» WHAT NEEDS TO BE DONE
Retype every line from the top of the entries down to the one with "-10px;border-radius:9px;box-shadow:0 0 5px", both included, and skip the pictures.

++++ AVAILABLE DATA

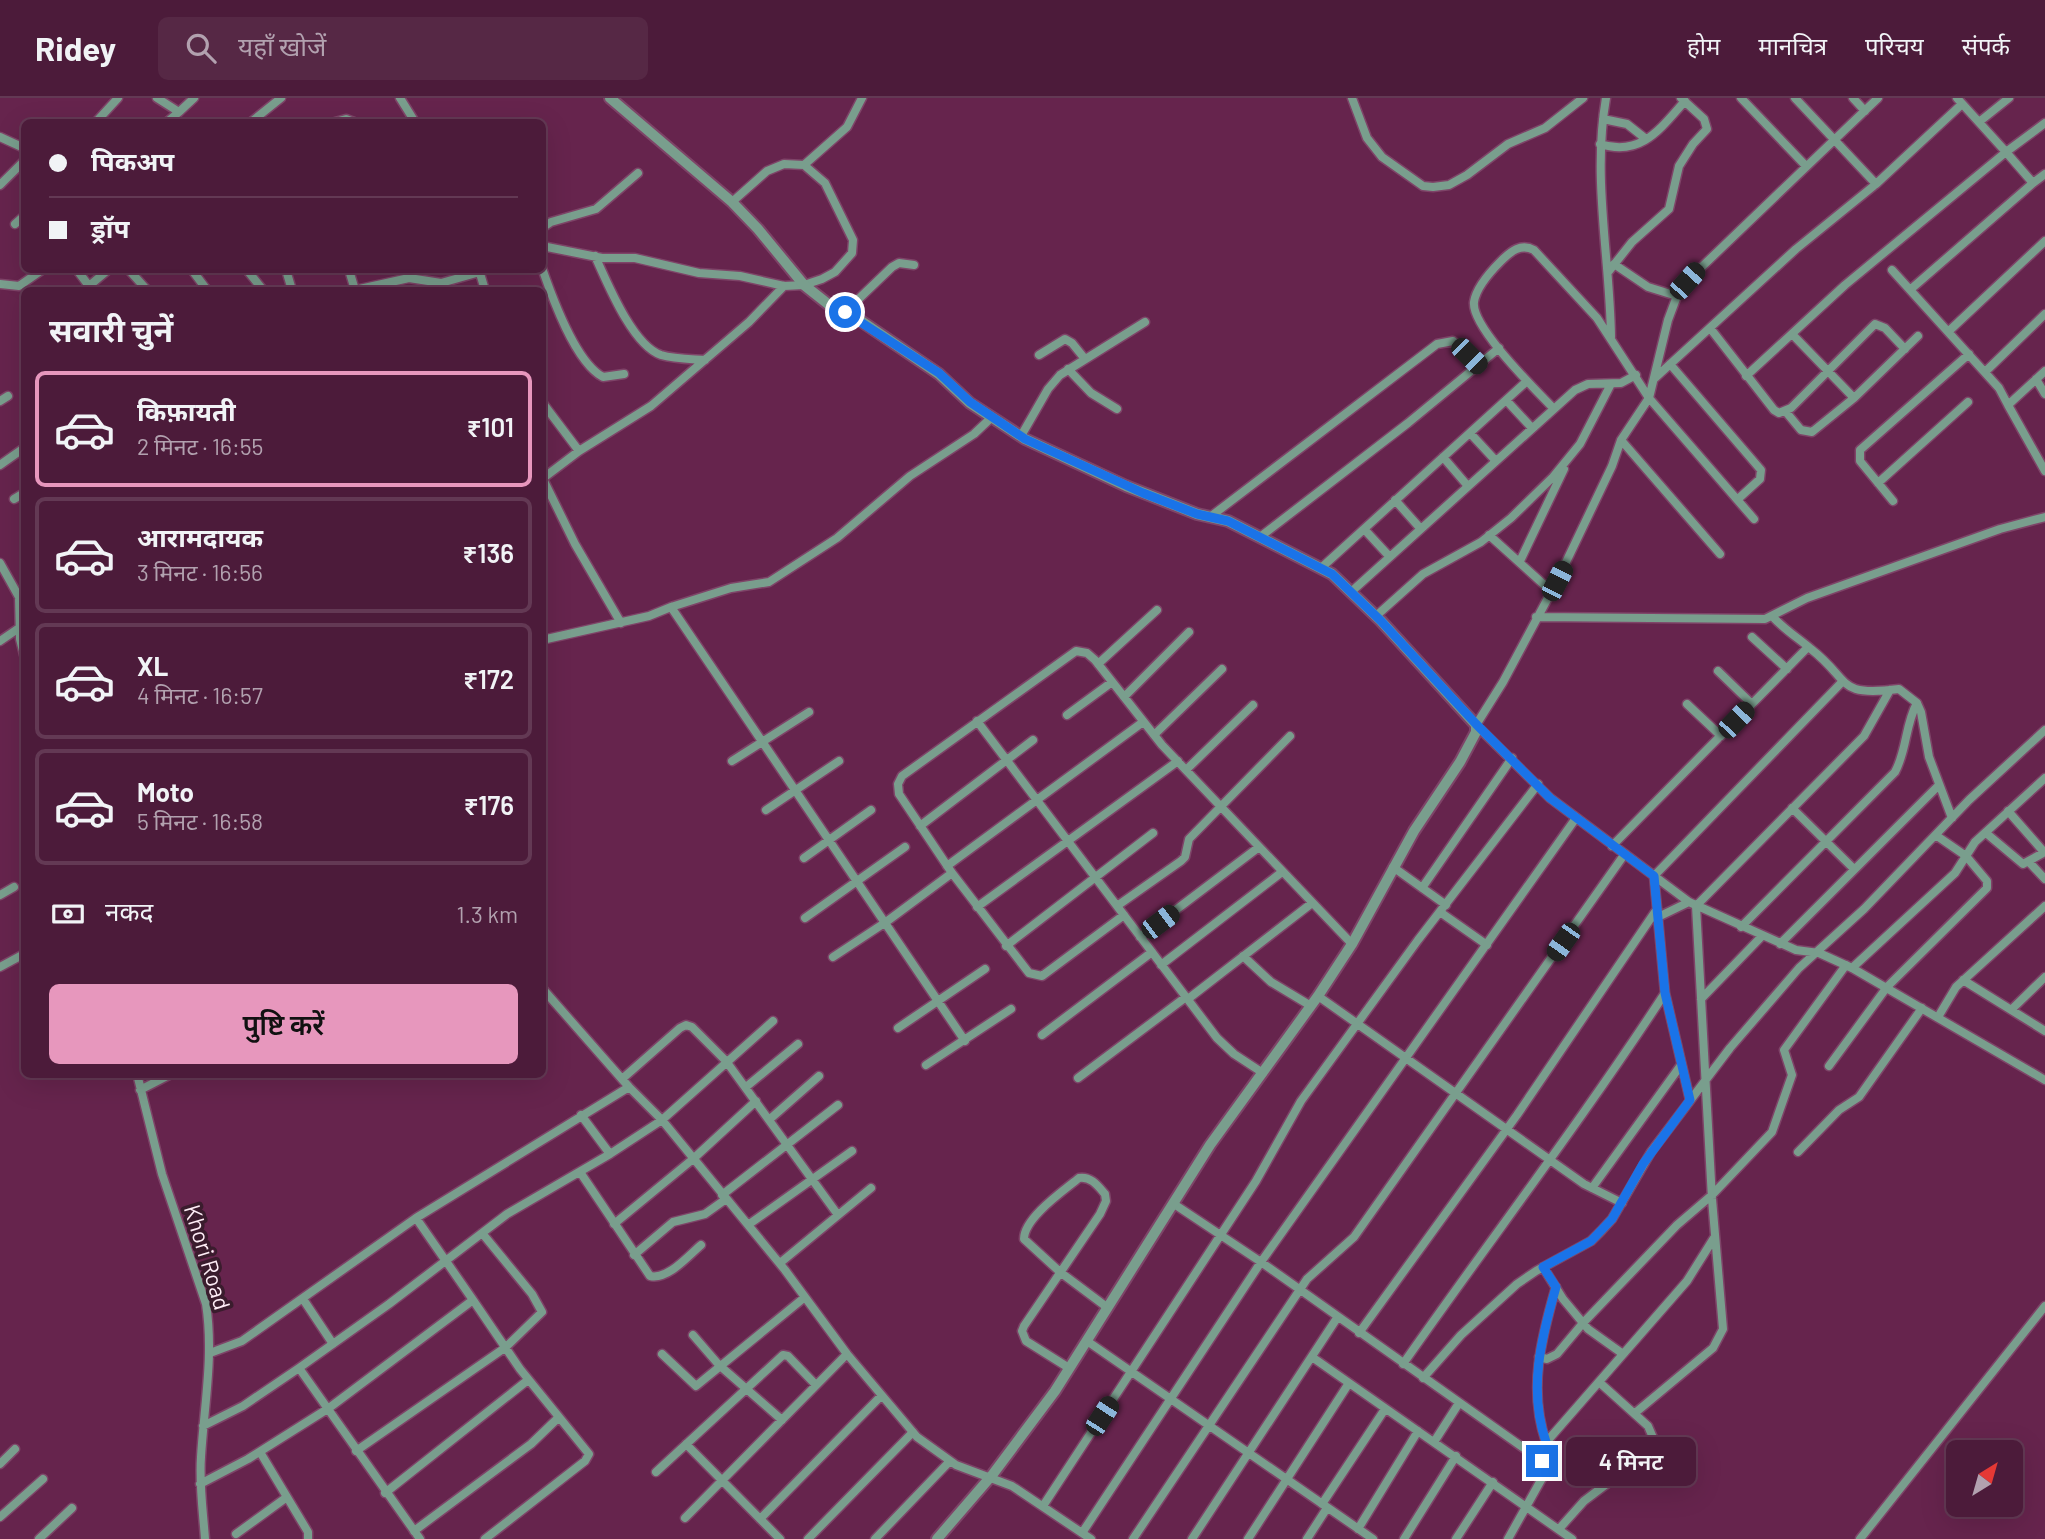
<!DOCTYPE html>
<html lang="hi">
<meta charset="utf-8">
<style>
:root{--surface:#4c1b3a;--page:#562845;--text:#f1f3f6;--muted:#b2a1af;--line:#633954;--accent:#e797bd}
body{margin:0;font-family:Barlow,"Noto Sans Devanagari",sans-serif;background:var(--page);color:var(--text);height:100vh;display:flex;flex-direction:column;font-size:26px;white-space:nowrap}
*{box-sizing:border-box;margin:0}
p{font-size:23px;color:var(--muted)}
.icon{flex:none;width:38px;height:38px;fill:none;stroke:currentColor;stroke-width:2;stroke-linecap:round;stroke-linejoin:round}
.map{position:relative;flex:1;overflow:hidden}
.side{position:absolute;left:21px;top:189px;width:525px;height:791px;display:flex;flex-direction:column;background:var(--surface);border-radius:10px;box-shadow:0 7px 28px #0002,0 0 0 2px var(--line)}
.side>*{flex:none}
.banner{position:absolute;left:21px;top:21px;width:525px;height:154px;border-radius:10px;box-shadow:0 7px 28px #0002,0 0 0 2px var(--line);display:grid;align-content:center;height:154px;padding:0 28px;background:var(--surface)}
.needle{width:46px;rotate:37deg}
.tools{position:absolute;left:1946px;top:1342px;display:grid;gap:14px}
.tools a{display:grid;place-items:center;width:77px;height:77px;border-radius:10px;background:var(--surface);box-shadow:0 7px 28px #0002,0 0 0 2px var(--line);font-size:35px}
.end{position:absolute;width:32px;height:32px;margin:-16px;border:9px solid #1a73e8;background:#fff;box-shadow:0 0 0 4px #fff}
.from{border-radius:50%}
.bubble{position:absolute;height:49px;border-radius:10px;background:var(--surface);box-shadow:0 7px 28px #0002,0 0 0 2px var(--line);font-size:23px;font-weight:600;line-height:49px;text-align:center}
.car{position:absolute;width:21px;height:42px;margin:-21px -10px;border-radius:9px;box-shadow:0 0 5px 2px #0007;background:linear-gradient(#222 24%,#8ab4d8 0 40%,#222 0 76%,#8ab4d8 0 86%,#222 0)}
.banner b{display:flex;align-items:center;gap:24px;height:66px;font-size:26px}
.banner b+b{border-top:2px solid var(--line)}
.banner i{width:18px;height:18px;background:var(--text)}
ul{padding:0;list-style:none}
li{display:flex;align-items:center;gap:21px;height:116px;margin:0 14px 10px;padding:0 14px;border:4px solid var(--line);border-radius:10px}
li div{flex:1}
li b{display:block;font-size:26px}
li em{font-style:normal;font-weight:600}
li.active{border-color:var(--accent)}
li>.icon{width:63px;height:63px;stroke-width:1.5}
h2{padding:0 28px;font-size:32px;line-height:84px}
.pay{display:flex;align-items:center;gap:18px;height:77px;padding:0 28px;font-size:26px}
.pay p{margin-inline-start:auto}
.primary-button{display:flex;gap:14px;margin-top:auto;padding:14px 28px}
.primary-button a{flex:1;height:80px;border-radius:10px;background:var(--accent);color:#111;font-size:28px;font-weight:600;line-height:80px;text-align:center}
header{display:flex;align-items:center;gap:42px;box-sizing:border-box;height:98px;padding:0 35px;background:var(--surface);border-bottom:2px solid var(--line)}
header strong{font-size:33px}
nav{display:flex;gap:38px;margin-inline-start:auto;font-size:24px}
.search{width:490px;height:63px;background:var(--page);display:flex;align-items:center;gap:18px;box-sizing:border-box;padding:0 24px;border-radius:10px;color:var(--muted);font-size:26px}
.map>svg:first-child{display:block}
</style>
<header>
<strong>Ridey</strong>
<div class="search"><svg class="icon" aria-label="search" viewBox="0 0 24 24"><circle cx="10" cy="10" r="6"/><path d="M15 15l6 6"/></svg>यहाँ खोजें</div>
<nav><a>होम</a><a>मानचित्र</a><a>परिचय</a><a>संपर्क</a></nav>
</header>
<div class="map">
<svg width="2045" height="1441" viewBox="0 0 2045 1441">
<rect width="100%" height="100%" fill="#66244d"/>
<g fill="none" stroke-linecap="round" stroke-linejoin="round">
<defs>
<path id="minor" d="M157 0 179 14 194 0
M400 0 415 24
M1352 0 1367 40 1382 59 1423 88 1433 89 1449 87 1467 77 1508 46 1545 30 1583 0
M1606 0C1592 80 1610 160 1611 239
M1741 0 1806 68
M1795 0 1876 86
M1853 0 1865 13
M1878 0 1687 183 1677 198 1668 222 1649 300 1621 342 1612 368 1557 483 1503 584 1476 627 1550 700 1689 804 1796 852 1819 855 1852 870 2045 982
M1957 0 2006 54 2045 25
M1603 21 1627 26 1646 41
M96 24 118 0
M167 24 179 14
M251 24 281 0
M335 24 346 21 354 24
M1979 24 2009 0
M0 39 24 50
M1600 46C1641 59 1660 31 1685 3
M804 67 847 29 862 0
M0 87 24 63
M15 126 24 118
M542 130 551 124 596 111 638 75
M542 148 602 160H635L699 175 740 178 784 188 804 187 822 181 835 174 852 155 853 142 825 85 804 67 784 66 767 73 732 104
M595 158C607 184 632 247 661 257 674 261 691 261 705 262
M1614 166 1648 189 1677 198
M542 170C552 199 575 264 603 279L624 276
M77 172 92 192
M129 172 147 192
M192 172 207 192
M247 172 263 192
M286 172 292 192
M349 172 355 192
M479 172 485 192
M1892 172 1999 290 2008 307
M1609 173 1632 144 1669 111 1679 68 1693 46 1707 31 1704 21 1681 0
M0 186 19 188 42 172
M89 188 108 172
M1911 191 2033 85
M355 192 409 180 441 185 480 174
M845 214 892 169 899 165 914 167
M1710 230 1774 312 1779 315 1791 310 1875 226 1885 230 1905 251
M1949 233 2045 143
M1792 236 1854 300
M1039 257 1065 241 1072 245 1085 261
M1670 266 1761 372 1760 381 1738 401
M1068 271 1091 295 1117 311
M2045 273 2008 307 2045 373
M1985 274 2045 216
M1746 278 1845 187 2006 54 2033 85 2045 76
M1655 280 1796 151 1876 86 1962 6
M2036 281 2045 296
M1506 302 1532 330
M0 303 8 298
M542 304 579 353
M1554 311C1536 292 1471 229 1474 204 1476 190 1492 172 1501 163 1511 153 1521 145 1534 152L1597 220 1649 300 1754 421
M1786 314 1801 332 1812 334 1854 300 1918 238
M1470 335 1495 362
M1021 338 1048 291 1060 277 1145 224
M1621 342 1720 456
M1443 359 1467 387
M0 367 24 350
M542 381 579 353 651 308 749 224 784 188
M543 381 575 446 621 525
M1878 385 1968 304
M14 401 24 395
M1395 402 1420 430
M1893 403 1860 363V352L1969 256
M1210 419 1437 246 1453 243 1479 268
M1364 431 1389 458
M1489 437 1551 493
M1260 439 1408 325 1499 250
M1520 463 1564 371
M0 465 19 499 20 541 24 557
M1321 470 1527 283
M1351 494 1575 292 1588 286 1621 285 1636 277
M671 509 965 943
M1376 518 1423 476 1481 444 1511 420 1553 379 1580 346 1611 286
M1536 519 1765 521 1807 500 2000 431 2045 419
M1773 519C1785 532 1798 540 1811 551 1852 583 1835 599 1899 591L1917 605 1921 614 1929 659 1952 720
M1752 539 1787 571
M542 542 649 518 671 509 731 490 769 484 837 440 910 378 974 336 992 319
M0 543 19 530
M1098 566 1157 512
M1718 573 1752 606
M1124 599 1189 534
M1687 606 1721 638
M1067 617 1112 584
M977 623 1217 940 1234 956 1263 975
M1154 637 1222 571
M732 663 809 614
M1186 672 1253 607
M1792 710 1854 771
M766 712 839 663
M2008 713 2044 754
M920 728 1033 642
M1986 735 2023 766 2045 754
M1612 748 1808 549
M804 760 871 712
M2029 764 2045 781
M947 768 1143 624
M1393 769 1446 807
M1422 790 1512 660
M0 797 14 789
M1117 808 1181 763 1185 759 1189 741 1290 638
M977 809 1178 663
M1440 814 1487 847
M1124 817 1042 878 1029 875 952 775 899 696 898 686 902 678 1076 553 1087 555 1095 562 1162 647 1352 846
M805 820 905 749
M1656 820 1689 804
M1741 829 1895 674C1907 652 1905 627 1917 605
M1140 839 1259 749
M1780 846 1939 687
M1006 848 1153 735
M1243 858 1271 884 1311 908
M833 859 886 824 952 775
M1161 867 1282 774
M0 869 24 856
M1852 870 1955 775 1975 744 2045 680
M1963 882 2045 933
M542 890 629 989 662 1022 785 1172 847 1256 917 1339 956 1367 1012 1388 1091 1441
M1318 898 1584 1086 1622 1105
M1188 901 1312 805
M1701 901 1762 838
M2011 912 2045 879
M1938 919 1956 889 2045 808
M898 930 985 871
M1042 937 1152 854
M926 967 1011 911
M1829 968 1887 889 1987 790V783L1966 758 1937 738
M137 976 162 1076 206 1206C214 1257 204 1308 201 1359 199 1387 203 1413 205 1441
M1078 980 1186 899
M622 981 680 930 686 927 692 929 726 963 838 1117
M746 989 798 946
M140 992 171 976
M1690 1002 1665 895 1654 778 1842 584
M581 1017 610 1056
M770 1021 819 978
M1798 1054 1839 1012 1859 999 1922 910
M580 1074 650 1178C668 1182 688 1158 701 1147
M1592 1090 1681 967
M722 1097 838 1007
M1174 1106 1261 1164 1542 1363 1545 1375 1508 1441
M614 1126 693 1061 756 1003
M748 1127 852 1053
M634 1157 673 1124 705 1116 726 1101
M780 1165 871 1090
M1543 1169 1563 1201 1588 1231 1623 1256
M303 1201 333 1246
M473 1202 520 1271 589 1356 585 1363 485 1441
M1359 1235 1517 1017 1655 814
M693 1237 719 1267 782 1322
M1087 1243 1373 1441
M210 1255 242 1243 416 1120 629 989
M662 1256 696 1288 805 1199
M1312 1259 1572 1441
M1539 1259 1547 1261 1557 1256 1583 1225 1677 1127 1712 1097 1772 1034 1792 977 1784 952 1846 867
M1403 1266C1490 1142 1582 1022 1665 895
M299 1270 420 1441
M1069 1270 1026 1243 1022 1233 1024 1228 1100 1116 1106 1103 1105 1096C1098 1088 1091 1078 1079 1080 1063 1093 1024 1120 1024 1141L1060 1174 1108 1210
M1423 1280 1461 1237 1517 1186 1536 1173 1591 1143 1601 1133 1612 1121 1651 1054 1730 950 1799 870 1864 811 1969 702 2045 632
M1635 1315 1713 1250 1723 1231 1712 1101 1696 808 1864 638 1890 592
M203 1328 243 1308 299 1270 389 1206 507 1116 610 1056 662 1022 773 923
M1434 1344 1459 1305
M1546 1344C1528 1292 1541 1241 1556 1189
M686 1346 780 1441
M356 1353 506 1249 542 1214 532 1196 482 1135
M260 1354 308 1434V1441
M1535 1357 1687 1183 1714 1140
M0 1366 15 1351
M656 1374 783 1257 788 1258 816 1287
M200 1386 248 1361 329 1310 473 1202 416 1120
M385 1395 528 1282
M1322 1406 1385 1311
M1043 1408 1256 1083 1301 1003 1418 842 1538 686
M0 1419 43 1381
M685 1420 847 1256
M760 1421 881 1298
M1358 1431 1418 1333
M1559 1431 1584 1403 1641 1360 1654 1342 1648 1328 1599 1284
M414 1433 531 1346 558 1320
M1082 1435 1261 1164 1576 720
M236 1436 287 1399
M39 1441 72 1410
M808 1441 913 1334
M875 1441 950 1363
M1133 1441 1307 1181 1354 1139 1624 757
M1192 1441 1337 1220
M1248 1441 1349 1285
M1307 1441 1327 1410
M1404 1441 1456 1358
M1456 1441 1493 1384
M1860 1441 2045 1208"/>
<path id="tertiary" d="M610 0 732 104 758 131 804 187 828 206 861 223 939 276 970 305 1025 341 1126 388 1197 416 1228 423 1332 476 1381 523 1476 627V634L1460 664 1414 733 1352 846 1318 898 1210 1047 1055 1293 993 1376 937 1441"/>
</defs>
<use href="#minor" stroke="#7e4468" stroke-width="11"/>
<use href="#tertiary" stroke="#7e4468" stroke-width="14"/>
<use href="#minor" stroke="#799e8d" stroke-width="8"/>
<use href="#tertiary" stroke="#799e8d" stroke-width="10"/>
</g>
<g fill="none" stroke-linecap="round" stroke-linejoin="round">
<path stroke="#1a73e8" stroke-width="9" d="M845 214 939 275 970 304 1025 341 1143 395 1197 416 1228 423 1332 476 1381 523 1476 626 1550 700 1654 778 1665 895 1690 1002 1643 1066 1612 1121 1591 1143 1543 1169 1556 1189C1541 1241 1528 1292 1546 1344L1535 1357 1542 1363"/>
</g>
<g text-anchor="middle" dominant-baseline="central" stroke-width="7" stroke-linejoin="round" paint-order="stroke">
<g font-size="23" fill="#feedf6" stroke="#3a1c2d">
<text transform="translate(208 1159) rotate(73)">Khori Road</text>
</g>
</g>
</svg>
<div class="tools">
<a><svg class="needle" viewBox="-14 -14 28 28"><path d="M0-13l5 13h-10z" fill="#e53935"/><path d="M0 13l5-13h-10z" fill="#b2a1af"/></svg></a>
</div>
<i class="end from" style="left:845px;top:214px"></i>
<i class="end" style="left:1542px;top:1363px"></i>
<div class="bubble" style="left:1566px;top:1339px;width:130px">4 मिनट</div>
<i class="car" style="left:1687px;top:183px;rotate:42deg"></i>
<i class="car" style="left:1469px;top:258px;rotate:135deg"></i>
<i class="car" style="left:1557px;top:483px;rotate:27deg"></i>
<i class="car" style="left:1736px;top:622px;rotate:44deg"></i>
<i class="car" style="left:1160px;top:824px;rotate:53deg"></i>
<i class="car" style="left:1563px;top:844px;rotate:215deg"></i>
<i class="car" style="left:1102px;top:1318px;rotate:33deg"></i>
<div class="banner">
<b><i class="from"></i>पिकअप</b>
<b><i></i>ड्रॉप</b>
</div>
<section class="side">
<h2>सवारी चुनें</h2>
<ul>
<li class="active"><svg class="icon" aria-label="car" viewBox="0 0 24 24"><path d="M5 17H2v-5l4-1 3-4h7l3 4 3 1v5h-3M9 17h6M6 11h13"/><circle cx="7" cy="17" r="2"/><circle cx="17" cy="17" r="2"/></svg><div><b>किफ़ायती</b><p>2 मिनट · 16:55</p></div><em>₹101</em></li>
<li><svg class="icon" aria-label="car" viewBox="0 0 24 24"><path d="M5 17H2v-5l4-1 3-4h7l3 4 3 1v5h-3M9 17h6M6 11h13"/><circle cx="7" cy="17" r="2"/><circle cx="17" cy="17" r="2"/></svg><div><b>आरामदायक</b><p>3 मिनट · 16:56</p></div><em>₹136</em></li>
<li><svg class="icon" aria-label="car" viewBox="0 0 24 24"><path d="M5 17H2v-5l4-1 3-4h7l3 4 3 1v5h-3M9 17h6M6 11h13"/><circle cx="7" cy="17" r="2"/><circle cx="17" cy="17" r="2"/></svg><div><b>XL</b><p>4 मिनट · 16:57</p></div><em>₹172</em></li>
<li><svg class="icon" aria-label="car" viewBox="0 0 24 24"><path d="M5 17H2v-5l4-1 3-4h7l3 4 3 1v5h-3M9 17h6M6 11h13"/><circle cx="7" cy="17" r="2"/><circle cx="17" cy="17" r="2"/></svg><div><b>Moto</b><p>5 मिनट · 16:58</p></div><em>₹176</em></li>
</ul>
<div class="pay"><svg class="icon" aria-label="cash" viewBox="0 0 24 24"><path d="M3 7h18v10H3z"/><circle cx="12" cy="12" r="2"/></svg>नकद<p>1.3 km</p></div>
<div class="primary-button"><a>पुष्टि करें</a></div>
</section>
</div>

++++++++

» EXPECTED ANSWER
<!DOCTYPE html>
<html lang="hi">
<meta charset="utf-8">
<style>
:root{--surface:#4c1b3a;--page:#562845;--text:#f1f3f6;--muted:#b2a1af;--line:#633954;--accent:#e797bd}
body{margin:0;font-family:Barlow,"Noto Sans Devanagari",sans-serif;background:var(--page);color:var(--text);height:100vh;display:flex;flex-direction:column;font-size:26px;white-space:nowrap}
*{box-sizing:border-box;margin:0}
p{font-size:23px;color:var(--muted)}
.icon{flex:none;width:38px;height:38px;fill:none;stroke:currentColor;stroke-width:2;stroke-linecap:round;stroke-linejoin:round}
.map{position:relative;flex:1;overflow:hidden}
.side{position:absolute;left:21px;top:189px;width:525px;height:791px;display:flex;flex-direction:column;background:var(--surface);border-radius:10px;box-shadow:0 7px 28px #0002,0 0 0 2px var(--line)}
.side>*{flex:none}
.banner{position:absolute;left:21px;top:21px;width:525px;height:154px;border-radius:10px;box-shadow:0 7px 28px #0002,0 0 0 2px var(--line);display:grid;align-content:center;height:154px;padding:0 28px;background:var(--surface)}
.needle{width:46px;rotate:37deg}
.tools{position:absolute;left:1946px;top:1342px;display:grid;gap:14px}
.tools a{display:grid;place-items:center;width:77px;height:77px;border-radius:10px;background:var(--surface);box-shadow:0 7px 28px #0002,0 0 0 2px var(--line);font-size:35px}
.end{position:absolute;width:32px;height:32px;margin:-16px;border:9px solid #1a73e8;background:#fff;box-shadow:0 0 0 4px #fff}
.from{border-radius:50%}
.bubble{position:absolute;height:49px;border-radius:10px;background:var(--surface);box-shadow:0 7px 28px #0002,0 0 0 2px var(--line);font-size:23px;font-weight:600;line-height:49px;text-align:center}
.car{position:absolute;width:21px;height:42px;margin:-21px -10px;border-radius:9px;box-shadow:0 0 5px 2px #0007;background:linear-gradient(#222 24%,#8ab4d8 0 40%,#222 0 76%,#8ab4d8 0 86%,#222 0)}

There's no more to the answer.